Background
Two Phase Commit (abbreviated 2PC) is a protocol used to achieve atomic writes in distributed systems. It was a novel concept in the 1970's and had good intentions, but in practice the implementations are not too great. We'll dig into what 2PC does and why a lot of systems in production decide not to use it.
How 2PC works
As the name states, participant nodes using 2PC protocol go through two phases.
- Prepare
- Commit
A Coordinator service is a transaction manager that communicates with participant nodes. The Coordinator service usually lives with the application server or on a single node machine. When the Coordinator is given a transaction (one or more atomic operations) to execute, it starts the Prepare phase by asking all the nodes if they are truly prepared for the upcoming transaction commit.
At this stage, if any of the participants say "No", or they crash, then the transaction is aborted altogether. When the Coordinator is about to start a certain phase (i.e. Prepare, Commit), it will record this state change onto the transaction log, which is also on disk. This is to provide a recovery mechanism in the case of failures such as system restarts on the Coordinator host.
In the Prepare phase, if all participants happened to acknowledge or say "OK" to the the "Prepare" request by the Coordinator, only then will the Coordinator proceed to the following Commit phase. Since the participants have acknowledged this step, they fulfill a promise to commit the transaction.
The Coordinator now sends the Commit request to all participants, just like it did in the Prepare phase. However, unlike the Prepare phase, the Coordinator expects each participant to commit the transaction and waits until it does so. This means that each of the nodes must commit successfully, no matter how slow they are or what bad state they might be in. The Coordinator will keep retrying the requests until it gets an acknowledgement by the participants.
The simple explanation for why this is would be that if some nodes had committed a transaction successfully while others didn't, it creates a globally inconsistent state in the entire system. The transactions that have been committed in successful nodes cannot be rolled back because the commit was successful. Thus, a transaction in a distributed system means that each node must also commit the transaction successfully.
The problems of 2PC
The statement highlighted in bold above gives you a hint of some major flaws in 2PC. In more detail:
- In the 2PC Commit phase, the Coordinator will pretty much be blocked until every node in the system acknowledges the transaction write. If one node happens to be laggy or restarts due to some error, the distributed write as a whole is blocked until the issue is resolved.
- In the scenario above, if one node happens to die while in the Commit phase, the Coordinator would be stuck in limbo. A system administrator must resolve this issue manually.

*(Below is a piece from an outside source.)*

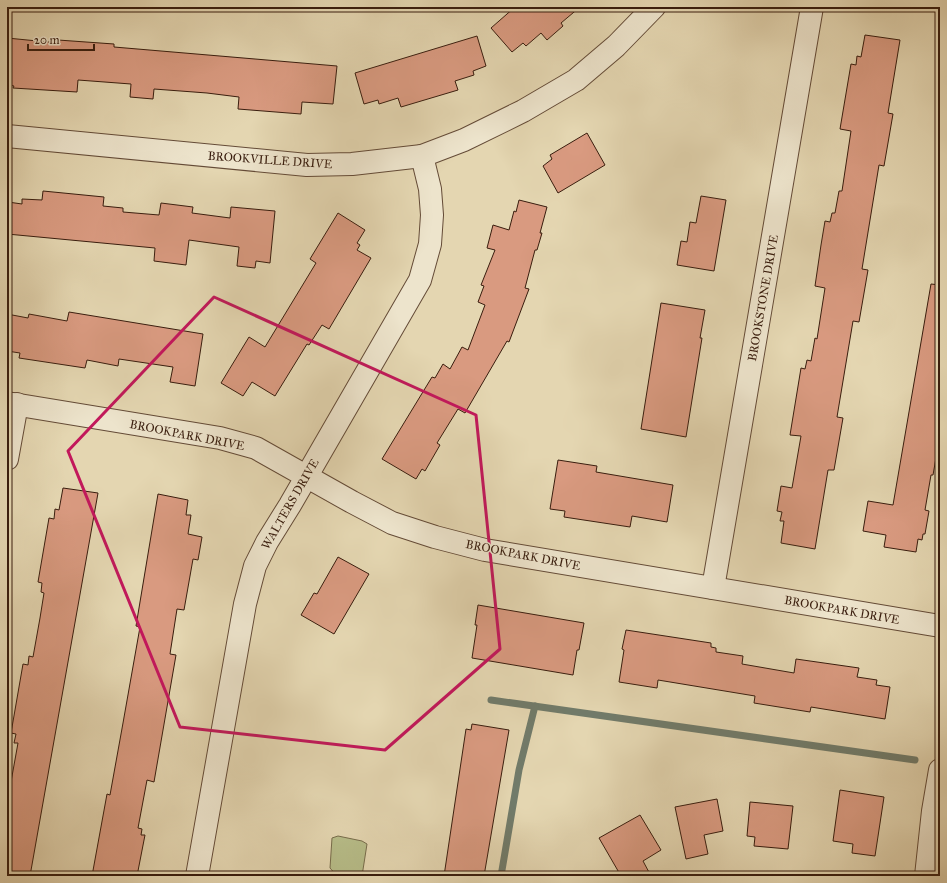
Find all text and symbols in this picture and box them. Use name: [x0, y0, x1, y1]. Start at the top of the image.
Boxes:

- If the Coordinator node itself dies at the Commit step, then all the nodes will be in-doubt, causing them to standby (and not take any further transactions) until the Coordinator node is operational again.
- If the Coordinator node restarts, then it will be operational after some time but will likely incur huge downtime
- If the Coordinator node is completely dead, then a system administrator must replace the node entirely and restore from the backup log - even longer downtime
- A failover for the Coordinator node is recommended for the reasons above
So about 2PC...
In general, 2PC was not built around the idea of being fault-tolerance at all. In distributed systems, network partitioning is a side effect that has to be handled. Thus, better solutions for atomic, distributed writes are centered around consensus algorithms that have the ability to detect failed nodes. Zab and Raft are a couple of good examples.